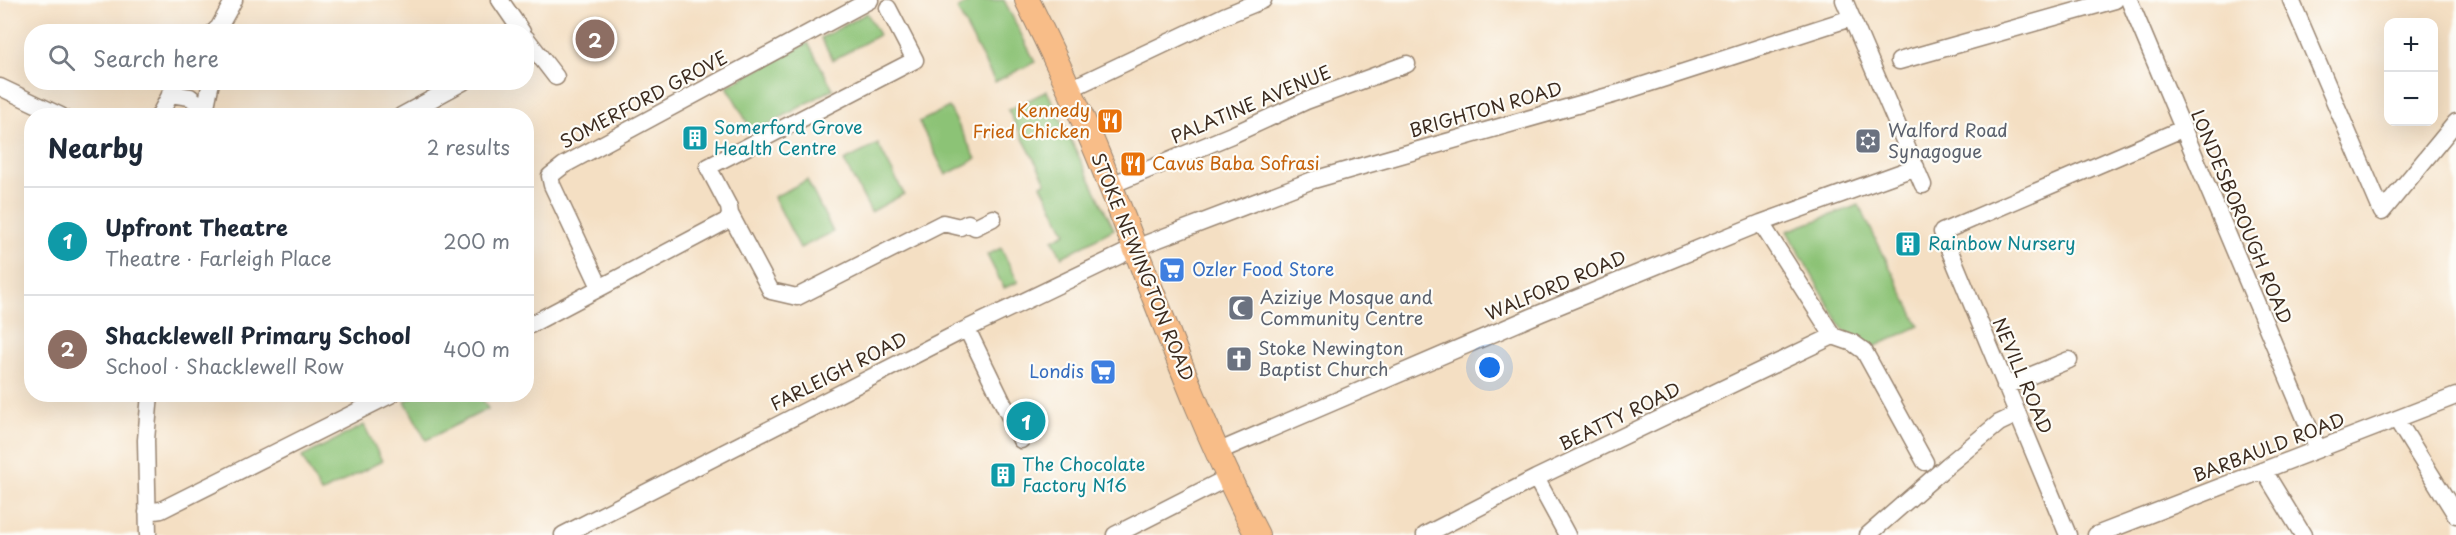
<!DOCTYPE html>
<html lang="en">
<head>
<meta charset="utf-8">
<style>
  :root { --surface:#fff; --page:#f6f6f7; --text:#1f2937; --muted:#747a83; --line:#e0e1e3; --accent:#1a73e8 }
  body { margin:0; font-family:"Playpen Sans",sans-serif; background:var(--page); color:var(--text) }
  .controls { position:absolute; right:18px; top:18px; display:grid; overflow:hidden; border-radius:12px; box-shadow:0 6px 24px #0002 }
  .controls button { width:54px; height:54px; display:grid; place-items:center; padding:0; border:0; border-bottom:2px solid var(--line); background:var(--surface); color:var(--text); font:30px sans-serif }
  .you { position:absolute; left:1490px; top:368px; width:21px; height:21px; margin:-15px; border:4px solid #fff; border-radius:50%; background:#1a73e8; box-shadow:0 0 0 9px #1a73e833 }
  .badge { display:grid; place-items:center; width:39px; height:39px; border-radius:50%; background:var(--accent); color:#fff; font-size:20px; font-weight:700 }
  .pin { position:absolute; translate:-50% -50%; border:3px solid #fff; box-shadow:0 2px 6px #0006 }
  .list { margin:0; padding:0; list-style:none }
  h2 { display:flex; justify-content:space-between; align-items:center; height:78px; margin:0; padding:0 24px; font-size:26px }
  h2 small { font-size:20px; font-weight:400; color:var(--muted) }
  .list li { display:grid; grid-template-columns:39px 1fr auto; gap:18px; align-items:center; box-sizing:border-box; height:108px; padding:0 24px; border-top:2px solid var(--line) }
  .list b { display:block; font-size:22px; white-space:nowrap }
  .list p { margin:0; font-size:20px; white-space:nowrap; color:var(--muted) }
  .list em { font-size:20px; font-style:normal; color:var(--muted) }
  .icon { flex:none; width:33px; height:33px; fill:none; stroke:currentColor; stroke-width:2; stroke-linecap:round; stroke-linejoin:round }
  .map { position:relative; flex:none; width:2456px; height:535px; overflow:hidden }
  .search { position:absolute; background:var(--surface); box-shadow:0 6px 24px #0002; left:24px; top:24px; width:510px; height:66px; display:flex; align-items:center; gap:15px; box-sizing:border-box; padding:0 21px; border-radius:24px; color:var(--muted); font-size:22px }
  .panel { position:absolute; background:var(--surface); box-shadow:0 6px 24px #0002; left:24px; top:108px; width:510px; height:294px; border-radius:24px }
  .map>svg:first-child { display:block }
  .green { fill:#8cc376; stroke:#64764a; stroke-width:1.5 }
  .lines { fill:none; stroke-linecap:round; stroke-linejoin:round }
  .minor-casing { stroke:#988470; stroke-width:19 }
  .highway-casing { stroke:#988470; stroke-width:26 }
  .minor { stroke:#fff; stroke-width:16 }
  .highway { stroke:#f8bd88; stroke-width:24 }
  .labels { text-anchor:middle; stroke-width:4.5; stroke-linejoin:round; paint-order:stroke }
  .street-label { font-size:18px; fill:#3b2a1e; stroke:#fdfcf7 }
  .food-label { font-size:18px; fill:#c56008; stroke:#fdfcf7; text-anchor:end }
  .culture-label { font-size:18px; fill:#0d838f; stroke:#fdfcf7; text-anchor:start }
  .worship-label { font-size:18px; fill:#5b616d; stroke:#fdfcf7; text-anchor:start }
  .shop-label { font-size:18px; fill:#366cbe; stroke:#fdfcf7; text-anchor:start }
</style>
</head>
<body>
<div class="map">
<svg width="2456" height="535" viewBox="0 0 2456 535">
  <rect width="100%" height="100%" fill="#fdfcf7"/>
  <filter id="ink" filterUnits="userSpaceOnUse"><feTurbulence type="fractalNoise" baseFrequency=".0167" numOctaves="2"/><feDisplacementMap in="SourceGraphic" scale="12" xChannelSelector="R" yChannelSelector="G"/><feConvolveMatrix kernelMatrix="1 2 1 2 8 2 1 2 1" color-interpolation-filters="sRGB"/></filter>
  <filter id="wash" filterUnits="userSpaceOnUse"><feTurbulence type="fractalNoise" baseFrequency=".008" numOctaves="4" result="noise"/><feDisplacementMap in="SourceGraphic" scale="24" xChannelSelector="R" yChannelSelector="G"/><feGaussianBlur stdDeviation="1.35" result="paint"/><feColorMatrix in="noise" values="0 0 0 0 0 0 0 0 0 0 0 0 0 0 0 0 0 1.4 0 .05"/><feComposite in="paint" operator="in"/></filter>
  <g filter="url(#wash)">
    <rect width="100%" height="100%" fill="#f4dfc3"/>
    <!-- green -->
    <path class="green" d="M 972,0 L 1004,0 L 1035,62 L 995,82 L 957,9 Z
      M 867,13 L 879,35 L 833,60 L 821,38 Z
      M 808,43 L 833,89 L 753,133 L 727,86 Z
      M 1047,91 L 1114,229 L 1062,257 L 1053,240 L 1066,233 L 1041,185 L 1046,182 L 1008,110 Z
      M 949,107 L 976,159 L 946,175 L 919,122 Z
      M 878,144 L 904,194 L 871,212 L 844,161 Z
      M 807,180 L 833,232 L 800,248 L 774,197 Z
      M 1859,205 L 1919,326 L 1872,348 L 1843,330 L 1787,231 Z
      M 1001,248 L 1018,282 L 1004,288 L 987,255 Z
      M 417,395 L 480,395 L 488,409 L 426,440 L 405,401 Z
      M 364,425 L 382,461 L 321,493 L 302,457 Z"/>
  </g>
  <g filter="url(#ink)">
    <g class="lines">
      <defs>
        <path id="minor" d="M 500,0 L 522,32
          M 1844,0 L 1923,185
          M 2129,0 L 2318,449
          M 2291,0 L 2382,212 L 2456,122
          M 888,8 L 915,60 L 708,167 L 729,207 L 730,214 L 771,291 L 797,297 L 943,223 L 960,227 L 968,223 L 975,227 L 993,218
          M 214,32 L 219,27 L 234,0
          M 526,38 L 556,77
          M 1899,61 L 2115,0
          M 0,87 L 61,116
          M 1070,89 L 1224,16 L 1263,0
          M 170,94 L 190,97 L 205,109
          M 159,116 L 177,82
          M 204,116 L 211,82
          M 401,116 L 463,82
          M 1111,185 L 1234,134 L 1306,101 L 1407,64
          M 1761,223 L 1833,336 L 1853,343 L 1864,351 L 1925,462
          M 600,287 L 552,185 L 550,176 L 564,165 L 870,0
          M 526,327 L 732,218
          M 967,329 L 1021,440
          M 2005,386 L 2069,360
          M 2397,420 L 2456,515
          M 1217,452 L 1541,313 L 1761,223 L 1916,167
          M 2264,471 L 2303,535
          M 1536,478 L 1567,535
          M 147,512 L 161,510 L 392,394
          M 148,535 L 146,440 L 150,394
          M 563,535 L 958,333 L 1135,248 L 1313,180 L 1619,93 L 1851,18
          M 1115,535 L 1227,478
          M 1425,535 L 1536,478 L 1833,336
          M 1868,535 L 1948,465 L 1999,423 L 2018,414
          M 2068,535 L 1942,232 L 2182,129
          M 2096,535 L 2456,396"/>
        <path id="highway" d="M 1027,0 C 1057,61 1086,123 1111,187 C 1158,304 1199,423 1257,535"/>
      </defs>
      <!-- minor casing -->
      <use href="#minor" class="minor-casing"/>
      <!-- highway casing -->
      <use href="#highway" class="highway-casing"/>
      <!-- minor -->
      <use href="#minor" class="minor"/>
      <!-- highway -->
      <use href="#highway" class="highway"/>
    </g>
  </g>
  <!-- icons -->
  <defs>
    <symbol id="restaurant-square" viewBox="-11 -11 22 22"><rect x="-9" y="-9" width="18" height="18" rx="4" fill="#e8710a" stroke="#fdfcf7"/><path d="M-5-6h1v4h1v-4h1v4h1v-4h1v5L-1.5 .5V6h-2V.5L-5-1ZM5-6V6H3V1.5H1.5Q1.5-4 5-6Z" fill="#fff"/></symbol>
    <symbol id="building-square" viewBox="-11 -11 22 22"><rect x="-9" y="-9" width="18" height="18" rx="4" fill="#0f9aa8" stroke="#fdfcf7"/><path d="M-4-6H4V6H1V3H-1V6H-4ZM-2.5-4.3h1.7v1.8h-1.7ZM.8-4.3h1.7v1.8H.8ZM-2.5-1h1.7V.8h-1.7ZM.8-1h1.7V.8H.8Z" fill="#fff"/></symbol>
    <symbol id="synagogue-square" viewBox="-11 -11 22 22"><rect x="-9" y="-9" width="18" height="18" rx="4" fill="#6b7280" stroke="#fdfcf7"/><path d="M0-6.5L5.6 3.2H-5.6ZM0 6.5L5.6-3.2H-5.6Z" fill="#fff"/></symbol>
    <symbol id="supermarket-square" viewBox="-11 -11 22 22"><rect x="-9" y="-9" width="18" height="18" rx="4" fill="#3f7fe0" stroke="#fdfcf7"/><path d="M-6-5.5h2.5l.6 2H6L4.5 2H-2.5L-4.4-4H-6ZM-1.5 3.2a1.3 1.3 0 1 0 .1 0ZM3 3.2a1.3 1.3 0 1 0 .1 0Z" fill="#fff"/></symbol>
    <symbol id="mosque-square" viewBox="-11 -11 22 22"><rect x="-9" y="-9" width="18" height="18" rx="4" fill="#6b7280" stroke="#fdfcf7"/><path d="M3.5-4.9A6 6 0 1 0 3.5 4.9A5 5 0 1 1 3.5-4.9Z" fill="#fff"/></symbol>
    <symbol id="church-square" viewBox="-11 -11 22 22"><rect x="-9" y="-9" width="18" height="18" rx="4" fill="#6b7280" stroke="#fdfcf7"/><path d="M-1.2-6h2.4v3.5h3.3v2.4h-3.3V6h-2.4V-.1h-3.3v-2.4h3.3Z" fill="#fff"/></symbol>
  </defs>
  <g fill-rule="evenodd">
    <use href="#restaurant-square" x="1095" y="106" width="30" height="30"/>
    <use href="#building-square" x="680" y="123" width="30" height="30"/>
    <use href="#synagogue-square" x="1853" y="126" width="30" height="30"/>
    <use href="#restaurant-square" x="1118" y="149" width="30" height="30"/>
    <use href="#building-square" x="1893" y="229" width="30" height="30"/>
    <use href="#supermarket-square" x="1157" y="255" width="30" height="30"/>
    <use href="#mosque-square" x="1226" y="293" width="30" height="30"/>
    <use href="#church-square" x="1224" y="344" width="30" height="30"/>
    <use href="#supermarket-square" x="1088" y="357" width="30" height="30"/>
    <use href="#building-square" x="988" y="460" width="30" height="30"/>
  </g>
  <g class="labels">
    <!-- street labels -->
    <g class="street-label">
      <text transform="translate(644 100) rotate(-28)" y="6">SOMERFORD GROVE</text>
      <text transform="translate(1251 105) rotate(-23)" y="6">PALATINE AVENUE</text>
      <text transform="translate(1486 110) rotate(-16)" y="6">BRIGHTON ROAD</text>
      <text transform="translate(2241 217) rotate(67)" y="6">LONDESBOROUGH ROAD</text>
      <text transform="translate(1142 267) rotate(68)" y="6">STOKE NEWINGTON ROAD</text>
      <text transform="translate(1556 286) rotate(-23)" y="6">WALFORD ROAD</text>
      <text transform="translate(839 372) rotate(-27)" y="6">FARLEIGH ROAD</text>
      <text transform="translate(2022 376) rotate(67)" y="6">NEVILL ROAD</text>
      <text transform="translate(1620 417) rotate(-26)" y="6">BEATTY ROAD</text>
      <text transform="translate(2269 448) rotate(-21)" y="6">BARBAULD ROAD</text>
    </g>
    <!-- food labels -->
    <g class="food-label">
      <text x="1090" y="117">Kennedy<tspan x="1090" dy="21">Fried Chicken</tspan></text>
      <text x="1152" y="170" text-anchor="start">Cavus Baba Sofrasi</text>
    </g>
    <!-- culture labels -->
    <g class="culture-label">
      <text x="714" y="134">Somerford Grove<tspan x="714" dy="21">Health Centre</tspan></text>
      <text x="1928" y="250">Rainbow Nursery</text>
      <text x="1022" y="471">The Chocolate<tspan x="1022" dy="21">Factory N16</tspan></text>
    </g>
    <!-- worship labels -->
    <g class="worship-label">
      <text x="1888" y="137">Walford Road<tspan x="1888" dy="21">Synagogue</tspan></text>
      <text x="1260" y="304">Aziziye Mosque and<tspan x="1260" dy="21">Community Centre</tspan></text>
      <text x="1258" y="355">Stoke Newington<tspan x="1258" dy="21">Baptist Church</tspan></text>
    </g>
    <!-- shop labels -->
    <g class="shop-label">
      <text x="1192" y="276">Ozler Food Store</text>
      <text x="1084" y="378" text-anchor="end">Londis</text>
    </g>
  </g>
</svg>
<div class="controls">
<button>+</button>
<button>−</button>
</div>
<div class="you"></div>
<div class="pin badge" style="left:1026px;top:421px;background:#0f9aa8">1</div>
<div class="pin badge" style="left:595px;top:39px;background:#8d6e63">2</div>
<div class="search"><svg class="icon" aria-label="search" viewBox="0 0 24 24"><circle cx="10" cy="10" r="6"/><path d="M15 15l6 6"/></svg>Search here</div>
<section class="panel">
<h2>Nearby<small>2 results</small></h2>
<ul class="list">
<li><span class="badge" style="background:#0f9aa8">1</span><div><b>Upfront Theatre</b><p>Theatre · Farleigh Place</p></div><em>200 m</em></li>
<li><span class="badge" style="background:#8d6e63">2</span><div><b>Shacklewell Primary School</b><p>School · Shacklewell Row</p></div><em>400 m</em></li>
</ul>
</section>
</div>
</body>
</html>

== == ==

*TASK STATEMENT*. Above are the records; from them, give again exactly the lines from the one containing "font-size:20px; font-style:normal; color:var(--muted)" through the one containing "2 1 2 8 2 1", both included.

*FINAL ANSWER*.
  .list em { font-size:20px; font-style:normal; color:var(--muted) }
  .icon { flex:none; width:33px; height:33px; fill:none; stroke:currentColor; stroke-width:2; stroke-linecap:round; stroke-linejoin:round }
  .map { position:relative; flex:none; width:2456px; height:535px; overflow:hidden }
  .search { position:absolute; background:var(--surface); box-shadow:0 6px 24px #0002; left:24px; top:24px; width:510px; height:66px; display:flex; align-items:center; gap:15px; box-sizing:border-box; padding:0 21px; border-radius:24px; color:var(--muted); font-size:22px }
  .panel { position:absolute; background:var(--surface); box-shadow:0 6px 24px #0002; left:24px; top:108px; width:510px; height:294px; border-radius:24px }
  .map>svg:first-child { display:block }
  .green { fill:#8cc376; stroke:#64764a; stroke-width:1.5 }
  .lines { fill:none; stroke-linecap:round; stroke-linejoin:round }
  .minor-casing { stroke:#988470; stroke-width:19 }
  .highway-casing { stroke:#988470; stroke-width:26 }
  .minor { stroke:#fff; stroke-width:16 }
  .highway { stroke:#f8bd88; stroke-width:24 }
  .labels { text-anchor:middle; stroke-width:4.5; stroke-linejoin:round; paint-order:stroke }
  .street-label { font-size:18px; fill:#3b2a1e; stroke:#fdfcf7 }
  .food-label { font-size:18px; fill:#c56008; stroke:#fdfcf7; text-anchor:end }
  .culture-label { font-size:18px; fill:#0d838f; stroke:#fdfcf7; text-anchor:start }
  .worship-label { font-size:18px; fill:#5b616d; stroke:#fdfcf7; text-anchor:start }
  .shop-label { font-size:18px; fill:#366cbe; stroke:#fdfcf7; text-anchor:start }
</style>
</head>
<body>
<div class="map">
<svg width="2456" height="535" viewBox="0 0 2456 535">
  <rect width="100%" height="100%" fill="#fdfcf7"/>
  <filter id="ink" filterUnits="userSpaceOnUse"><feTurbulence type="fractalNoise" baseFrequency=".0167" numOctaves="2"/><feDisplacementMap in="SourceGraphic" scale="12" xChannelSelector="R" yChannelSelector="G"/><feConvolveMatrix kernelMatrix="1 2 1 2 8 2 1 2 1" color-interpolation-filters="sRGB"/></filter>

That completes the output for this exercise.